Sur l’application de l’article L. 741-2 du code de justice administrative :
Considérant que, en vertu des dispositions de l’article 41 de la loi du 29 juillet 1881 reproduites à l’article L. 741-2 du code de justice administrative, les tribunaux administratifs peuvent, dans les causes dont ils sont saisis, prononcer, même d’office, la suppression des écrits injurieux, outrageants ou diffamatoires.
Considérant que le passage dont la suppression est demandée par la commune de Gentilly n’excède pas le droit à la libre discussion et ne présente pas un caractère injurieux, outrageant ou diffamatoire ; que les conclusions tendant à sa suppression doivent par suite être rejetées.

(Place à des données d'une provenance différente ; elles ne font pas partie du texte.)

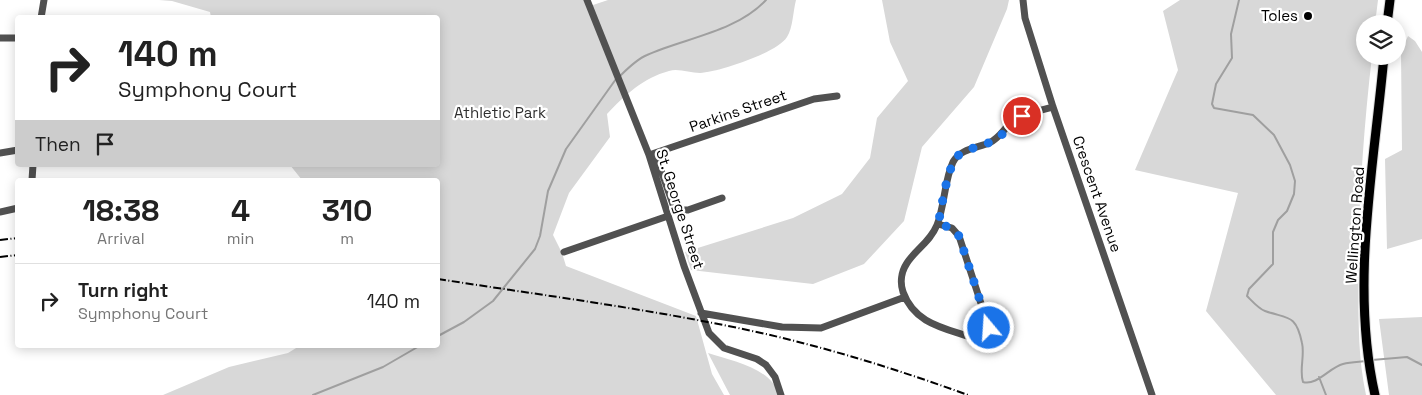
<!DOCTYPE html>
<style>
:root{--surface:#fff;--page:#f2f2f2;--text:#222;--muted:#767676;--line:#e0e0e0}
body{margin:0;font-family:"Space Grotesk",sans-serif;background:var(--page);color:var(--text);height:100vh;display:flex;flex-direction:column;font-size:19px;white-space:nowrap}
*{box-sizing:border-box;margin:0}
p{font-size:16px;color:var(--muted)}
.icon{flex:none;width:28px;height:28px;fill:none;stroke:currentColor;stroke-width:2;stroke-linecap:round;stroke-linejoin:round}
.map{position:relative;flex:1;overflow:hidden}
.drawer{position:absolute;left:15px;top:178px;width:425px;height:170px;display:flex;flex-direction:column;background:var(--surface);border-radius:5px;box-shadow:0 2px 12px #0003}
.drawer>*{flex:none}
.hud{position:absolute;left:15px;top:15px;width:425px;height:152px;border-radius:5px;box-shadow:0 2px 12px #0003;background:#fff;color:var(--text);overflow:hidden}
.controls{position:absolute;left:1356px;top:15px;display:grid;gap:10px}
.controls a{display:grid;place-items:center;width:50px;height:50px;border-radius:50%;background:var(--surface);box-shadow:0 2px 12px #0003;font-size:25px}
.pin{position:absolute;display:grid;place-items:center;width:42px;height:42px;color:#fff;margin:-21px;border:2px solid #fff;border-radius:50%;box-shadow:0 1px 5px #0007}
.me{position:absolute;width:55px;margin:-28px;rotate:342deg;stroke-linejoin:round;filter:drop-shadow(0 0 4px #0008)}
.turn{display:flex;align-items:center;gap:18px;height:105px;padding:0 20px;font-size:22px}
.turn .icon{width:65px;height:65px;stroke-width:2.5}
.turn b{display:block;font-size:35px;line-height:42px}
.then{display:flex;align-items:center;height:48px;padding:0 20px;background:#0003;gap:10px;font-size:19px}
.eta{display:flex;justify-content:space-evenly;align-items:center;height:85px;text-align:center}
.eta b{font-size:30px;font-weight:700;line-height:35px}
ul{padding:0;list-style:none}
li{display:flex;align-items:center;gap:15px;height:75px;padding:0 20px;border-top:1px solid var(--line)}
li div{flex:1}
li b{display:block;font-size:19px}
li em{font-style:normal}
.map>svg:first-child{display:block}
.green{fill:#d8d8d8}
.lines{fill:none;stroke-linecap:round;stroke-linejoin:round}
.stream{stroke:#9f9f9f;stroke-width:2}
.major-casing{stroke:#dbdbdb;stroke-width:11}
.minor{stroke:#515151;stroke-width:7}
.major{stroke:#000;stroke-width:9}
.rail{stroke:#000;stroke-width:2;stroke-dasharray:8 2.5 1 2.5;stroke-linecap:butt}
.route{stroke:#1a73e8;stroke-width:9;stroke-dasharray:0 16.2}
.poi-dot{fill:#000;stroke:#fff;stroke-width:2}
.labels{text-anchor:middle;stroke-width:4.5;stroke-linejoin:round;paint-order:stroke}
.poi-label{font-size:15px;fill:#000;stroke:#fff;text-anchor:end}
.street-label{font-size:15px;fill:#000;stroke:#fff}
.park-label{font-size:15px;fill:#2f2f2f;stroke:#fff}
</style>
<div class="map">
<svg width="1422" height="395" viewBox="0 0 1422 395">
<rect width="100%" height="100%" fill="#fff"/>
<path class="green" d="M159,0h428l3,6 18,-6h188c-3,11 -3,28 -9,37 -10,16 -68,35 -87,36 -10,0 -22,-5 -31,-2 -26,7 -44,24 -62,43l3,23 -41,56 -16,42 9,18 4,13 130,50 16,58 12,21h-561l66,-28 59,-14 13,-8h137v-165h-136l-12,-15h148v-147l-227,-1 -1,-5 -38,-11z
M882,0h127l-2,9 -33,78 -52,60 -18,74 -40,43 -51,20 -122,-14 -6,-18 108,-34 49,-24 28,-36 7,-40 31,-37 -18,-39z
M1180,0h198l-3,24h-10v32h7c-9,78 -14,155 -14,233 1,38 0,68 8,106h-90l-70,-84 32,-118 -103,-23 43,-100 -15,-59z
M1408,36l7,5 7,11v187l-35,10 -2,-90 17,-9 -1,-98z
M1422,317v78h-33l-10,-76z
M708,353c23,8 63,14 71,42h-49z"/>
<g class="lines">
<path class="stream" d="M1239,0l-8,34 1,24 -16,26 -4,20 2,4 39,7 21,20 16,30 5,16 -1,13 -7,17 -9,9 -5,12v32l-24,25 -2,7c5,5 12,13 18,15 22,8 31,2 37,32 3,13 -3,27 1,39 14,4 27,-15 40,-18 8,-2 16,-2 24,-3
M620,76c8,-8 17,-17 27,-21 38,-17 89,-23 119,-55
M438,336l26,-14 29,-21 42,-52 5,-13 8,-45 18,-42 50,-70
M1372,360l35,-3 15,8
M1319,377l7,18
M313,395l70,-28 38,-22"/>
<g class="major-casing">
<path id="major" d="M1387,24l3,-24
M1375,395c-25,-110 -1,-228 9,-339"/>
</g>
<path class="minor" d="M587,0l62,155 35,111 25,67 15,15 33,11 9,6 9,12 6,18
M1023,0l2,18 28,89 99,288
M41,18l3,-18
M0,38h18
M0,153l18,-3
M655,153l20,57h13l34,-12
M649,155l165,-56 23,-3
M32,180l1,-15
M0,212l18,-4
M938,224l14,4 7,8 30,92v6l-5,5h-8c-30,-11 -61,-14 -73,-47 -3,-9 -2,-20 4,-29 9,-14 23,-21 30,-38 8,-20 7,-44 16,-63 7,-13 24,-14 36,-19 13,-6 16,-18 28,-25 11,-5 24,-8 36,-11
M564,252l104,-36
M701,313l81,14 39,1 84,-31"/>
<use href="#major" class="major"/>
<path class="rail" d="M0,240l18,-2
M0,257l18,-2
M438,279c109,17 220,31 328,55 69,16 136,37 202,61"/>
</g>
<g class="lines">
<path class="route" d="M989,328l-30,-92 -7,-8 -14,-4c4,-16 9,-61 22,-70 11,-7 25,-8 36,-15 11,-6 13,-18 26,-23"/>
</g>
<circle class="poi-dot" cx="1308" cy="16" r="5"/>
<g class="labels">
<g class="poi-label">
<text x="1298" y="21">Toles</text>
</g>
<g class="street-label">
<text transform="translate(738 111) rotate(-19)" y="5">Parkins Street</text>
<text transform="translate(1097 194) rotate(71)" y="5">Crescent Avenue</text>
<text transform="translate(680 209) rotate(72)" y="5">St. George Street</text>
<text transform="translate(1355 225) rotate(-86)" y="5">Wellington Road</text>
</g>
<g class="park-label">
<text x="500" y="118">Athletic Park</text>
</g>
</g>
</svg>
<div class="controls">
<a><svg class="icon" aria-label="layers" viewBox="0 0 24 24"><path d="M12 4l9 5-9 5-9-5zM3 14l9 5 9-5"/></svg></a>
</div>
<div class="pin" style="left:1022px;top:116px;background:#d93025"><svg class="icon" aria-label="arrive" viewBox="0 0 24 24"><path d="M6 21V4h12l-3 4 3 4H6"/></svg></div>
<svg class="me" style="left:989px;top:328px" viewBox="-20 -20 40 40"><circle r="17" fill="#1a73e8" stroke="#fff" stroke-width="3"/><path d="M0-11L8 9 0 5-8 9z" fill="#fff"/></svg>
<div class="hud">
<div class="turn"><svg class="icon" aria-label="right" viewBox="0 0 24 24"><path d="M7 20v-9h11M14 6l5 5-5 5"/></svg><div><b>140 m</b>Symphony Court</div></div>
<div class="then">Then<svg class="icon" aria-label="arrive" viewBox="0 0 24 24"><path d="M6 21V4h12l-3 4 3 4H6"/></svg></div>
</div>
<section class="drawer">
<div class="eta">
<div><b>18:38</b><p>Arrival</p></div>
<div><b>4</b><p>min</p></div>
<div><b>310</b><p>m</p></div>
</div>
<ul>
<li><svg class="icon" aria-label="right" viewBox="0 0 24 24"><path d="M7 20v-9h11M14 6l5 5-5 5"/></svg><div><b>Turn right</b><p>Symphony Court</p></div><em>140 m</em></li>
</ul>
</section>
</div>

Sur les conclusions à fin d’indemnisation :
Si la commune de Gentilly demande au juge des référés de condamner M. B… à l’indemniser du préjudice subi, cette demande est entachée d’une irrecevabilité manifeste, le prononcé d’une telle mesure excédant la compétence du juge des référés, dont l’office lui permet seulement de prononcer des mesures provisoires.
Sur les conclusions sur le fondement de l’article L. 761-1 du code de justice administrative :
Aux termes de l’article L. 761-1 du code de justice administrative : « Dans toutes les instances, le juge condamne la partie tenue aux dépens ou, à défaut, la partie perdante, à payer à l’autre partie la somme qu’il détermine, au titre des frais exposés et non compris dans les dépens. Le juge tient compte de l’équité ou de la situation économique de la partie condamnée. Il peut, même d’office, pour des motifs tirés des mêmes considérations, dire qu’il n’y a pas lieu à cette condamnation ».
La commune de Gentilly n’étant pas, dans la présente instance, la partie perdante, les conclusions présentées par M. B… sur le fondement de ces dispositions seront rejetées.
Il n’y a pas lieu, en revanche, dans les circonstances de l’espèce, de mettre à la charge de M. B… les sommes réclamées par la commune de Gentilly présentées sur le même fondement.
O R D O N N E :
Article 1er : La requête présentée par M. B… est rejetée.
Article 2 : Les conclusions présentées sur le fondement de l’article L. 761-1 du code de justice administrative par la commune de Gentilly sont rejetées.
Article 3 : La présente ordonnance sera notifiée à M. A… B… et à la commune de Gentilly.
Le juge des référés,
Signé : M. Aymard
La République mande et ordonne à la ministre du travail, de la santé, des solidarités et des familles en ce qui la concerne, ou à tous commissaires de justice à ce requis en ce qui concerne les voies de droit commun contre les parties privées, de pourvoir à l’exécution de la présente décision.